Exercise objective:
Type again, exactly, the lines below from the start through the line that includes "height:5.5px; margin:-2.75px; padding:0".

Available data:
------------------------------------

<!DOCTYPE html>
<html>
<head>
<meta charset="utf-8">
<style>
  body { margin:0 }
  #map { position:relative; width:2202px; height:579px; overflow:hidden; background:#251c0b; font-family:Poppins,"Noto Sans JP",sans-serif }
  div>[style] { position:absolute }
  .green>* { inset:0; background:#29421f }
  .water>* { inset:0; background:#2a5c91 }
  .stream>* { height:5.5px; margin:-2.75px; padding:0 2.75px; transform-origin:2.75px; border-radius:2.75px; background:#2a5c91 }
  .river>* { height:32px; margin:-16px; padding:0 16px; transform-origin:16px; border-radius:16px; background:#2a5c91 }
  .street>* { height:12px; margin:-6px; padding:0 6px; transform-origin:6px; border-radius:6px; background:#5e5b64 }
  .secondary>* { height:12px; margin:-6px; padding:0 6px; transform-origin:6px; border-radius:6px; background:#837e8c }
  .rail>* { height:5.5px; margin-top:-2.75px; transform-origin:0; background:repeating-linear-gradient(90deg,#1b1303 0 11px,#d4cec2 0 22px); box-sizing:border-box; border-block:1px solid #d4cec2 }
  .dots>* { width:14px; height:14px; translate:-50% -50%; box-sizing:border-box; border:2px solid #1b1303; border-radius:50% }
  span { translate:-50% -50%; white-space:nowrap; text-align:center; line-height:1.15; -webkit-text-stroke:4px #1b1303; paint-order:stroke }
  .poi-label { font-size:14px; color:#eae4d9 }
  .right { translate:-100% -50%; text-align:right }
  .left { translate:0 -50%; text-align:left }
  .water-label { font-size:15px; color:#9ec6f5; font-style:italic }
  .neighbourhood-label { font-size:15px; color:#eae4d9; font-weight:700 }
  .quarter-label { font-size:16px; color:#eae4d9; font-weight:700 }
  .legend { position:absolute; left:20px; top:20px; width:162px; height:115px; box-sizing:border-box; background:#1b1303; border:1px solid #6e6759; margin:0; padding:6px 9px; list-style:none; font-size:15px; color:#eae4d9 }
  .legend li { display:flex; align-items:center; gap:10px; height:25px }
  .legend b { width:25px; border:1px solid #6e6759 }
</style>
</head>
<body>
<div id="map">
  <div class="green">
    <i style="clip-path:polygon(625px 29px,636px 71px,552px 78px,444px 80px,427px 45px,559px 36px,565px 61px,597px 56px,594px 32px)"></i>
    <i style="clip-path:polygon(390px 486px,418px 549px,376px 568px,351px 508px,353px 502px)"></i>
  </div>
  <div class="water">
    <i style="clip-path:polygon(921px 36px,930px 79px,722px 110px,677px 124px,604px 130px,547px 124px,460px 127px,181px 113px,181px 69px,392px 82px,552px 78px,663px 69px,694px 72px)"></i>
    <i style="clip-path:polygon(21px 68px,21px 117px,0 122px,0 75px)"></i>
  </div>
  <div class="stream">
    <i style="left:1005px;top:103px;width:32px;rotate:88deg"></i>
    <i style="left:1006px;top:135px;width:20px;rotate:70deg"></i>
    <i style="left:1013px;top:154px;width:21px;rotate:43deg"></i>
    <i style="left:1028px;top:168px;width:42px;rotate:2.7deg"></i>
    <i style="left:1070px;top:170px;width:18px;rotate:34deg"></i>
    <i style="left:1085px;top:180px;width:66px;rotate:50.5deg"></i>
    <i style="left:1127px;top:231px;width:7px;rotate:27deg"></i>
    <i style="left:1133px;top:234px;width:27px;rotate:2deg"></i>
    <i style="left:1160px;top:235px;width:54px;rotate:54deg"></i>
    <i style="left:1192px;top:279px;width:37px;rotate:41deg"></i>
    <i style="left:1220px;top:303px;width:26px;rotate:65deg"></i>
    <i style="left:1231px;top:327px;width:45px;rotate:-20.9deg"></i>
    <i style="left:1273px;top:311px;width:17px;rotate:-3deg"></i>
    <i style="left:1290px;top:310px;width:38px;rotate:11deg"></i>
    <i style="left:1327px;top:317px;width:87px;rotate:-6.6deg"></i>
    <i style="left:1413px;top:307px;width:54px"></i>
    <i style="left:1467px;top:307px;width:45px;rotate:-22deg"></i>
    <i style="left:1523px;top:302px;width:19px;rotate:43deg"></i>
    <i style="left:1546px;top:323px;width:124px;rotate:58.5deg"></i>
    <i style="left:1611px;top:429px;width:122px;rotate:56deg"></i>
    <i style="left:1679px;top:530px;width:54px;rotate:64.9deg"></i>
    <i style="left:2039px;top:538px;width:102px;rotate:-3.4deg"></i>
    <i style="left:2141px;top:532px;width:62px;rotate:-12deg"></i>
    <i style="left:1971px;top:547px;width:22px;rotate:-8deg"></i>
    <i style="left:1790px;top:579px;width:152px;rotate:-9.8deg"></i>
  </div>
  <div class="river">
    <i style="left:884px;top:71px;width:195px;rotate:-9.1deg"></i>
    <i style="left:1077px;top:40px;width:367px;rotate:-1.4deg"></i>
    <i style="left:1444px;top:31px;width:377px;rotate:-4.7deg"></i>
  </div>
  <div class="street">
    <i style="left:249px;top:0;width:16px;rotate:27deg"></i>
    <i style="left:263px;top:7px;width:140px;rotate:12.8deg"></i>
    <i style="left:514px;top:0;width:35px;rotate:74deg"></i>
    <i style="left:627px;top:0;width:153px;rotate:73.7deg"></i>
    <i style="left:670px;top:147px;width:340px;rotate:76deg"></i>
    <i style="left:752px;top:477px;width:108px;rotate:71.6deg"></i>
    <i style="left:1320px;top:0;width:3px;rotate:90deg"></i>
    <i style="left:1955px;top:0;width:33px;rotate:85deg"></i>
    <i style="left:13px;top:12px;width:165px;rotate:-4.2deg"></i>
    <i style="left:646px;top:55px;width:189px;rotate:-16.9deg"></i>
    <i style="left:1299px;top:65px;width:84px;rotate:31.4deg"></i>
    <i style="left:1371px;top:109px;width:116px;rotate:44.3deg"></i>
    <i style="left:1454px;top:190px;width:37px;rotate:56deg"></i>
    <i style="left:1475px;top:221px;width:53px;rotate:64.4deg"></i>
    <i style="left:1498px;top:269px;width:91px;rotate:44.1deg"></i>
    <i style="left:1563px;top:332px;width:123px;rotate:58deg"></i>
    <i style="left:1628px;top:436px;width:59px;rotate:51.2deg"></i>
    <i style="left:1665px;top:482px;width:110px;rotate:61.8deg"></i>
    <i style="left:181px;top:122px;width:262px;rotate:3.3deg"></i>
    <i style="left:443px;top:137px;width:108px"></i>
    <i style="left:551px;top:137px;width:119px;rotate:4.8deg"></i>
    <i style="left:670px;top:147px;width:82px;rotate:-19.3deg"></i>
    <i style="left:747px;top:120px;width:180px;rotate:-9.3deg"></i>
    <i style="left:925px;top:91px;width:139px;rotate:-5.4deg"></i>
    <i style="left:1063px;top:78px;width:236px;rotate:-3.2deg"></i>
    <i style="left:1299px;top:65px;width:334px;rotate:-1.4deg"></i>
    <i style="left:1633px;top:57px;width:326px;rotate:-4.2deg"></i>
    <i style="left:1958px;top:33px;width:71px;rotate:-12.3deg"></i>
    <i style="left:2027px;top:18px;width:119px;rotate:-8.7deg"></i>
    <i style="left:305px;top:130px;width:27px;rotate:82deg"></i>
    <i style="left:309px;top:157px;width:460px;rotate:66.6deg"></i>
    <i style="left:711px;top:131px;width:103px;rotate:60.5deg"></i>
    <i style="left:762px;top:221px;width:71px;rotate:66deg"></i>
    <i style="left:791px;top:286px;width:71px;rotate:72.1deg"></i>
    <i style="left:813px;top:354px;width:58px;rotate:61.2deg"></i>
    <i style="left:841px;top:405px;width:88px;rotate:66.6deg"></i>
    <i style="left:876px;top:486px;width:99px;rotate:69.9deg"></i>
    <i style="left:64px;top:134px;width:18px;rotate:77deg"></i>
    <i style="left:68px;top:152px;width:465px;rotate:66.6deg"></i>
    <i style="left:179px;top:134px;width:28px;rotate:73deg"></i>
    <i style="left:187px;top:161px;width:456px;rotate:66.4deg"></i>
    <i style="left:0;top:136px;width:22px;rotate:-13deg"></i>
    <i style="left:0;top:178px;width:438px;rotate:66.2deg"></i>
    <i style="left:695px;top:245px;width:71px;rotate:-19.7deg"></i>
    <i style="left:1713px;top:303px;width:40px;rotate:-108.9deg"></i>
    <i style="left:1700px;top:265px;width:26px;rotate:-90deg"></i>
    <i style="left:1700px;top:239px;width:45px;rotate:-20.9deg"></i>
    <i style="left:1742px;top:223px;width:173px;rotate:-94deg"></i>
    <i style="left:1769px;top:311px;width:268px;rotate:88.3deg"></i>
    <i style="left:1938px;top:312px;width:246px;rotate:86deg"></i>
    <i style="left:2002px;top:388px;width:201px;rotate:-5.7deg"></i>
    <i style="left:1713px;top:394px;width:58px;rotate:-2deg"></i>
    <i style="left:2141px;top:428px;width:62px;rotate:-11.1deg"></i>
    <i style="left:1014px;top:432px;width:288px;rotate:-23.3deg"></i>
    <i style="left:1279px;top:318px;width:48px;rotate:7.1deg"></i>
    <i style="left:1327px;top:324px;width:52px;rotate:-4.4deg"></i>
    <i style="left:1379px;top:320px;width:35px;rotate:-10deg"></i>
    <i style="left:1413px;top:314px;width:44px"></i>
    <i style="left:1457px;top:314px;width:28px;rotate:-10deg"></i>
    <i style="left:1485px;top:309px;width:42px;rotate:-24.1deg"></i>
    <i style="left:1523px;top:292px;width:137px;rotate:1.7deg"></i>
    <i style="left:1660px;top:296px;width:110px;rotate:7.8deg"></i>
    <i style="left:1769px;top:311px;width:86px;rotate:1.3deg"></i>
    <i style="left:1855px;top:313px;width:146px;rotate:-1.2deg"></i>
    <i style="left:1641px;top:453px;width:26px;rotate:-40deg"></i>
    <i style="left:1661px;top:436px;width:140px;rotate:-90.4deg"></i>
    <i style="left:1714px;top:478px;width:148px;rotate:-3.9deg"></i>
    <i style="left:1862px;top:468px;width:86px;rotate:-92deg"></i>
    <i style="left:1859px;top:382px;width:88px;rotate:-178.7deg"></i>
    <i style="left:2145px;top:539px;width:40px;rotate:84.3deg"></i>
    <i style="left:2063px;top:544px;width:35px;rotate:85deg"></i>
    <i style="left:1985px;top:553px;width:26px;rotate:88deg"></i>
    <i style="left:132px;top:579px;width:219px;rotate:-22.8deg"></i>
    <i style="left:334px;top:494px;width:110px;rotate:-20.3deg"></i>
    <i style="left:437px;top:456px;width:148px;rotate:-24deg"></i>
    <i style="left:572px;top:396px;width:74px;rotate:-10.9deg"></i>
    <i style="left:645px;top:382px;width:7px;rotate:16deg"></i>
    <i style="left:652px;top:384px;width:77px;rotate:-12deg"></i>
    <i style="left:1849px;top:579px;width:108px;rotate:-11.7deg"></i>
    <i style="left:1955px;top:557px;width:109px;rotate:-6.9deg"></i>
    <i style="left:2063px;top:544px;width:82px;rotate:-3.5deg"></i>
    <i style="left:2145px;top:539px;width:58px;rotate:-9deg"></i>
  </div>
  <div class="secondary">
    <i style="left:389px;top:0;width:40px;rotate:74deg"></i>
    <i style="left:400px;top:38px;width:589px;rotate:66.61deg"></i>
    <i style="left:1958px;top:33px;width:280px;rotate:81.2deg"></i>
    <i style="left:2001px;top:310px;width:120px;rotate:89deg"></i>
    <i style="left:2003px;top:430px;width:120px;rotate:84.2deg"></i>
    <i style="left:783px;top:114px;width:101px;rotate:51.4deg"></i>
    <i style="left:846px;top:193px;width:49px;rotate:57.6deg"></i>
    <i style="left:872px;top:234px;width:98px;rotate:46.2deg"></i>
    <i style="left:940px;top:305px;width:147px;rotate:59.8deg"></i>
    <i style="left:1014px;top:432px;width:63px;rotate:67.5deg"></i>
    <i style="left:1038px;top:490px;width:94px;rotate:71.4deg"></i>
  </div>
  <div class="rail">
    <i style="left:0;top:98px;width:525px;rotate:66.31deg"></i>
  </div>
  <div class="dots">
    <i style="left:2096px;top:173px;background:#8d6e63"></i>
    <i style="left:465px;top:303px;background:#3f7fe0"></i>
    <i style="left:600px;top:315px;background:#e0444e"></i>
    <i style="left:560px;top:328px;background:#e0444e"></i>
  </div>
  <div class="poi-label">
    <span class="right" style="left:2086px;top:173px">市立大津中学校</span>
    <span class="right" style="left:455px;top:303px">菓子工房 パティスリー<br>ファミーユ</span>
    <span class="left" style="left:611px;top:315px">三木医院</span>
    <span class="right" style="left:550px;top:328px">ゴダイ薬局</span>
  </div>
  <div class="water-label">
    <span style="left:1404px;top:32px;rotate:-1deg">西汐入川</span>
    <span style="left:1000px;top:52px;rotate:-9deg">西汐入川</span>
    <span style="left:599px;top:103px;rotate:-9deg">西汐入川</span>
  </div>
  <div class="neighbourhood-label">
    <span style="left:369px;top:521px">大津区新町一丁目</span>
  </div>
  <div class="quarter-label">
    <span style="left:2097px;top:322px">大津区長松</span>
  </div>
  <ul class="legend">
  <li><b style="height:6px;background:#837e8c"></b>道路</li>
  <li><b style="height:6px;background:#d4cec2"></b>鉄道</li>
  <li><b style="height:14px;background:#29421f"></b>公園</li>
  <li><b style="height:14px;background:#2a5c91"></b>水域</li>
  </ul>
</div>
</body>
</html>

------------------------------------

Response area:
<!DOCTYPE html>
<html>
<head>
<meta charset="utf-8">
<style>
  body { margin:0 }
  #map { position:relative; width:2202px; height:579px; overflow:hidden; background:#251c0b; font-family:Poppins,"Noto Sans JP",sans-serif }
  div>[style] { position:absolute }
  .green>* { inset:0; background:#29421f }
  .water>* { inset:0; background:#2a5c91 }
  .stream>* { height:5.5px; margin:-2.75px; padding:0 2.75px; transform-origin:2.75px; border-radius:2.75px; background:#2a5c91 }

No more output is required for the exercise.